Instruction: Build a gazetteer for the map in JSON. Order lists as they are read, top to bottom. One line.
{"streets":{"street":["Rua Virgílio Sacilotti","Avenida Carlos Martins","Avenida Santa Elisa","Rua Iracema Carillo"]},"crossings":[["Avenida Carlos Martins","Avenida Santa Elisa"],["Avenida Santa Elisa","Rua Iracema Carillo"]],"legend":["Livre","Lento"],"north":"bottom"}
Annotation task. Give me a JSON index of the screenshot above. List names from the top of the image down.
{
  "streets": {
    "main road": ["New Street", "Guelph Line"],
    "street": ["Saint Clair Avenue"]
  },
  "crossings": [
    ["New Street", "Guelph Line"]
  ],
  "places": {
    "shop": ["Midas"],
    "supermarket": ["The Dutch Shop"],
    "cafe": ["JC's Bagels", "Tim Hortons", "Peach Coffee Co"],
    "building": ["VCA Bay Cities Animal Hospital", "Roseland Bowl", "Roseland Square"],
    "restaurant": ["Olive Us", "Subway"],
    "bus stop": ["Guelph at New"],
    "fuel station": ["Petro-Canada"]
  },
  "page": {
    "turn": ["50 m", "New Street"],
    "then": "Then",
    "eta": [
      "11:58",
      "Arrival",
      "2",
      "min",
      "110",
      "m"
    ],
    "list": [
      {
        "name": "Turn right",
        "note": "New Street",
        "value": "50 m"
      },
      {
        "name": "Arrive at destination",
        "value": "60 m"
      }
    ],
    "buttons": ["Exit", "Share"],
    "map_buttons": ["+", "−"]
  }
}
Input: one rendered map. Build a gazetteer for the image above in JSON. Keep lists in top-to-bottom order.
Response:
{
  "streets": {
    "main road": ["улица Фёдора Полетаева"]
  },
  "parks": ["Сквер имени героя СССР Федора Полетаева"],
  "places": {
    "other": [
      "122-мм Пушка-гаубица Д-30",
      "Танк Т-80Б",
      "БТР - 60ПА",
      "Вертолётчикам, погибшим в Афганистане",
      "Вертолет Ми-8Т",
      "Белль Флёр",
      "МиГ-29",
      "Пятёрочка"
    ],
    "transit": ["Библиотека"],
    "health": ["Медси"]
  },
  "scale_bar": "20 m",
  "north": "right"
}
————————
# WHAT THE TASK ASKS
All lines of the data are to be repeated exactly as they stand.

# SOLUTION TO THE PROBLEM
Instruction: Build a gazetteer for the map in JSON. Order lists as they are read, top to bottom. One line.
{"streets":{"street":["Rua Virgílio Sacilotti","Avenida Carlos Martins","Avenida Santa Elisa","Rua Iracema Carillo"]},"crossings":[["Avenida Carlos Martins","Avenida Santa Elisa"],["Avenida Santa Elisa","Rua Iracema Carillo"]],"legend":["Livre","Lento"],"north":"bottom"}
Annotation task. Give me a JSON index of the screenshot above. List names from the top of the image down.
{
  "streets": {
    "main road": ["New Street", "Guelph Line"],
    "street": ["Saint Clair Avenue"]
  },
  "crossings": [
    ["New Street", "Guelph Line"]
  ],
  "places": {
    "shop": ["Midas"],
    "supermarket": ["The Dutch Shop"],
    "cafe": ["JC's Bagels", "Tim Hortons", "Peach Coffee Co"],
    "building": ["VCA Bay Cities Animal Hospital", "Roseland Bowl", "Roseland Square"],
    "restaurant": ["Olive Us", "Subway"],
    "bus stop": ["Guelph at New"],
    "fuel station": ["Petro-Canada"]
  },
  "page": {
    "turn": ["50 m", "New Street"],
    "then": "Then",
    "eta": [
      "11:58",
      "Arrival",
      "2",
      "min",
      "110",
      "m"
    ],
    "list": [
      {
        "name": "Turn right",
        "note": "New Street",
        "value": "50 m"
      },
      {
        "name": "Arrive at destination",
        "value": "60 m"
      }
    ],
    "buttons": ["Exit", "Share"],
    "map_buttons": ["+", "−"]
  }
}
Input: one rendered map. Build a gazetteer for the image above in JSON. Keep lists in top-to-bottom order.
Response:
{
  "streets": {
    "main road": ["улица Фёдора Полетаева"]
  },
  "parks": ["Сквер имени героя СССР Федора Полетаева"],
  "places": {
    "other": [
      "122-мм Пушка-гаубица Д-30",
      "Танк Т-80Б",
      "БТР - 60ПА",
      "Вертолётчикам, погибшим в Афганистане",
      "Вертолет Ми-8Т",
      "Белль Флёр",
      "МиГ-29",
      "Пятёрочка"
    ],
    "transit": ["Библиотека"],
    "health": ["Медси"]
  },
  "scale_bar": "20 m",
  "north": "right"
}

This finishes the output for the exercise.